EXERCISE BRIEF:
Reproduce the entries from their first line up to and including the line with "0 #1f3d34) drop-shadow(-2px". Leave out everything after it.

-------- DATA FOR THIS EXERCISE --------

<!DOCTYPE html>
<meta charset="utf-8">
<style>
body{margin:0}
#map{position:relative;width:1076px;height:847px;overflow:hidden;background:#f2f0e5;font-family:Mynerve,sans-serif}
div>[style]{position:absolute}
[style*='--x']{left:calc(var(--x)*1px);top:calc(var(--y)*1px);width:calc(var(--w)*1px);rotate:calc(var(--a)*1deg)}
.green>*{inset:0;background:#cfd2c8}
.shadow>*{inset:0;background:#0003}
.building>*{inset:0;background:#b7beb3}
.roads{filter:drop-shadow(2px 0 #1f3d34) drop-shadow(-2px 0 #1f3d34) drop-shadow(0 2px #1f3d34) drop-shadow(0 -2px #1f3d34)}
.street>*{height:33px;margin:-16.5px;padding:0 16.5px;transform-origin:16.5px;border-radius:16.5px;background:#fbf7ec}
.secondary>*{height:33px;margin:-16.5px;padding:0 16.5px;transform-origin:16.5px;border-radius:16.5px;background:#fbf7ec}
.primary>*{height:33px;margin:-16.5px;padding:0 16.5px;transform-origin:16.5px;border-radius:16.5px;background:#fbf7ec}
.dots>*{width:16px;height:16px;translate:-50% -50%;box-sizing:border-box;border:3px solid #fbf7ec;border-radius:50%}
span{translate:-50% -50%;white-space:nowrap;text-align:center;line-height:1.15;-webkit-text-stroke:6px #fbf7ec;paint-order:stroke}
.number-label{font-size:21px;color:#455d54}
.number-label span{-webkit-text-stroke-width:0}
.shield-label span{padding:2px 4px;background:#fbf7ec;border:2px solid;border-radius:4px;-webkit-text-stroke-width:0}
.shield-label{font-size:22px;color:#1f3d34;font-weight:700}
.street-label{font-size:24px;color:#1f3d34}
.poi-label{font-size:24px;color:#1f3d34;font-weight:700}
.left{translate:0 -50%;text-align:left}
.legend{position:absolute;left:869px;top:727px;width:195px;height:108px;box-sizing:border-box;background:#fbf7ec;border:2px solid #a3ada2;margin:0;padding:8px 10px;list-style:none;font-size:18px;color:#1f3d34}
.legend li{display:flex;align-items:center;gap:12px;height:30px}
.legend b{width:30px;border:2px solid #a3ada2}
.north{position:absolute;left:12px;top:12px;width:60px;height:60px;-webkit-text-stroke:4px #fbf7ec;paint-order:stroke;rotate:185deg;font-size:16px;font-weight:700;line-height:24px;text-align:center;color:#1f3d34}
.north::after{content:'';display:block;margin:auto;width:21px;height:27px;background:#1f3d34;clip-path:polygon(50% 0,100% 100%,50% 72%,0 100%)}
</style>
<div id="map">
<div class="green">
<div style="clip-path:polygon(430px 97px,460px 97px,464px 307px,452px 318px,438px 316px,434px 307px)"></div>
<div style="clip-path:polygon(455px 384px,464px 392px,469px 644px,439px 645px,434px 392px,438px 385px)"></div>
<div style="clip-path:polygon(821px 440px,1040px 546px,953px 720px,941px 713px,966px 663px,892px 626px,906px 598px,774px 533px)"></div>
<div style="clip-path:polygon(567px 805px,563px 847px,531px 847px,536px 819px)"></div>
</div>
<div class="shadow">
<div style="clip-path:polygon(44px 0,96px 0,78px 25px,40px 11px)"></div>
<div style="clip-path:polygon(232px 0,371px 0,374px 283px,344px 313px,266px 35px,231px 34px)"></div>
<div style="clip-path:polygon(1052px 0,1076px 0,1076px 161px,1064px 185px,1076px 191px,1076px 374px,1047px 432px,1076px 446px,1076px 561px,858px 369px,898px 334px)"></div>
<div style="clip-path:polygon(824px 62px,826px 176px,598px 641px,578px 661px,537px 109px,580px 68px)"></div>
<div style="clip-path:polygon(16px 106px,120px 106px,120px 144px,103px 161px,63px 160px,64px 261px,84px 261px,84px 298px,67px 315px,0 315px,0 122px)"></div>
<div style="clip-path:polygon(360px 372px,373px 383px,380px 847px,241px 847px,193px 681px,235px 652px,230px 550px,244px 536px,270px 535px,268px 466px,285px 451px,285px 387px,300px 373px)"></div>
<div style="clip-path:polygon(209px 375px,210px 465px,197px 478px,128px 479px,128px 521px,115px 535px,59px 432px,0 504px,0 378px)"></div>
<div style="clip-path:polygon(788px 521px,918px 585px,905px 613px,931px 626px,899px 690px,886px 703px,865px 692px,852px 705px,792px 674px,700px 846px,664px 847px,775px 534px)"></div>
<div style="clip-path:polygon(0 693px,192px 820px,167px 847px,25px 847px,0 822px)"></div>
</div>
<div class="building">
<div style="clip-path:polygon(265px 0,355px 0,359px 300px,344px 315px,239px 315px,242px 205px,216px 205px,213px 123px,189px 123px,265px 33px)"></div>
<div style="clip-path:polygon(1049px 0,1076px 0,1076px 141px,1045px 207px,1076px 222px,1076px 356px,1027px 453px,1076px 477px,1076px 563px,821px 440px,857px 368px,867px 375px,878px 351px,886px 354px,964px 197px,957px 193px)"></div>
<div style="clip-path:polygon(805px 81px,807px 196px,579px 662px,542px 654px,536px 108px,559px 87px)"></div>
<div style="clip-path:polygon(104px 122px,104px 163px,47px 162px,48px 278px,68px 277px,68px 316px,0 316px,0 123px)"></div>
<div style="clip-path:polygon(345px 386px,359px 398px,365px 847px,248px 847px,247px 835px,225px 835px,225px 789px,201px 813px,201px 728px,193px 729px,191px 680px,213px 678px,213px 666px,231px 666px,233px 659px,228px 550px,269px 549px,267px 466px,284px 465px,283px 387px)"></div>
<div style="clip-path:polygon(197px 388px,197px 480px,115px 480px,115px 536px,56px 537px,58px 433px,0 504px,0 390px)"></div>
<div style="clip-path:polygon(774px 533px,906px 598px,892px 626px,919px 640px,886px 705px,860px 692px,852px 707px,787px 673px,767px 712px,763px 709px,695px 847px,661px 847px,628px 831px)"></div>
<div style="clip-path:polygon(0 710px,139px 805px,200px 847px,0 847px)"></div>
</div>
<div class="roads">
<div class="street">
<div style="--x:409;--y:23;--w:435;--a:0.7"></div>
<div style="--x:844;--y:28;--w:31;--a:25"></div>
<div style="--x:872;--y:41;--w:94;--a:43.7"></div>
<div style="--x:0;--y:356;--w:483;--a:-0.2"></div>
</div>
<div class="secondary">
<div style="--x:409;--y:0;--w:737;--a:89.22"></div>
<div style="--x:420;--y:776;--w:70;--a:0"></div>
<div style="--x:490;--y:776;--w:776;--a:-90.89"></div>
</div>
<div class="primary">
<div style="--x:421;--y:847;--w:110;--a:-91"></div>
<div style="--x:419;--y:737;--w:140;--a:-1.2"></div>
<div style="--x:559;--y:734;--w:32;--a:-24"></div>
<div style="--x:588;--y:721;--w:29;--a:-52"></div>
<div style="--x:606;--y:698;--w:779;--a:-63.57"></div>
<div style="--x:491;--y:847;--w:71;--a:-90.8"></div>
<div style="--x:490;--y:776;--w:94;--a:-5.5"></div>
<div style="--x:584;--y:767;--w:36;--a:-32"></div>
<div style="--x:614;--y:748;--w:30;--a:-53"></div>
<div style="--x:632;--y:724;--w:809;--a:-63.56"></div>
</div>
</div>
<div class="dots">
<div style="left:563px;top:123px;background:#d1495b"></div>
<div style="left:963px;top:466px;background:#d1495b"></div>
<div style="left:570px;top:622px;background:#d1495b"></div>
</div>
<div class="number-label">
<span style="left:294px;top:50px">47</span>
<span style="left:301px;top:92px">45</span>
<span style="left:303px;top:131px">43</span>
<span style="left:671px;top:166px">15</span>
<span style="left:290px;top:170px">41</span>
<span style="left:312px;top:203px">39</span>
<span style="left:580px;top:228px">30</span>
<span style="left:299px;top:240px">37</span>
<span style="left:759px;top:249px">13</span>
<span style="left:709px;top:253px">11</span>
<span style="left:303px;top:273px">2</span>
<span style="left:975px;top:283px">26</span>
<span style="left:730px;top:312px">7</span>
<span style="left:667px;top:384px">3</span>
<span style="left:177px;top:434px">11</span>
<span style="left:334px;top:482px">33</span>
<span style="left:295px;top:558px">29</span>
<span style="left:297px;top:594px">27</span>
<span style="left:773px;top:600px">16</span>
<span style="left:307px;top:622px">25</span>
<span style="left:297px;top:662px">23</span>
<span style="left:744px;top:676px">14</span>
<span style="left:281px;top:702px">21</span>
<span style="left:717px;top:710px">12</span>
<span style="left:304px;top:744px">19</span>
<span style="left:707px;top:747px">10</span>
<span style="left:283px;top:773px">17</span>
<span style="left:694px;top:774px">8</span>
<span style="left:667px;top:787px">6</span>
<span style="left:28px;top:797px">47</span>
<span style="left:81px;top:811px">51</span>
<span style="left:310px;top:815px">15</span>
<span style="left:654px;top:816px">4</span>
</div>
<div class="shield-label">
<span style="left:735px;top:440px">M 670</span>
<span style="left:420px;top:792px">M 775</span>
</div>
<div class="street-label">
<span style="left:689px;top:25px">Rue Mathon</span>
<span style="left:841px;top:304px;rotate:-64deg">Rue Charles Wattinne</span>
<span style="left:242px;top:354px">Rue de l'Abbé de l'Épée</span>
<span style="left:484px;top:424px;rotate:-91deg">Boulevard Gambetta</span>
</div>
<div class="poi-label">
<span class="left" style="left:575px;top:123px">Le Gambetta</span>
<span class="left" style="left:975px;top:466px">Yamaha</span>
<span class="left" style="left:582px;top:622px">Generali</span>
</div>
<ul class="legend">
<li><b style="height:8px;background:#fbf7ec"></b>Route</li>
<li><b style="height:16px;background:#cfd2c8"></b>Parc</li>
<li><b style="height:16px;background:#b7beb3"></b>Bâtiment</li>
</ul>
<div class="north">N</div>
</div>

--------

TASK RESULT:
<!DOCTYPE html>
<meta charset="utf-8">
<style>
body{margin:0}
#map{position:relative;width:1076px;height:847px;overflow:hidden;background:#f2f0e5;font-family:Mynerve,sans-serif}
div>[style]{position:absolute}
[style*='--x']{left:calc(var(--x)*1px);top:calc(var(--y)*1px);width:calc(var(--w)*1px);rotate:calc(var(--a)*1deg)}
.green>*{inset:0;background:#cfd2c8}
.shadow>*{inset:0;background:#0003}
.building>*{inset:0;background:#b7beb3}
.roads{filter:drop-shadow(2px 0 #1f3d34) drop-shadow(-2px 0 #1f3d34) drop-shadow(0 2px #1f3d34) drop-shadow(0 -2px #1f3d34)}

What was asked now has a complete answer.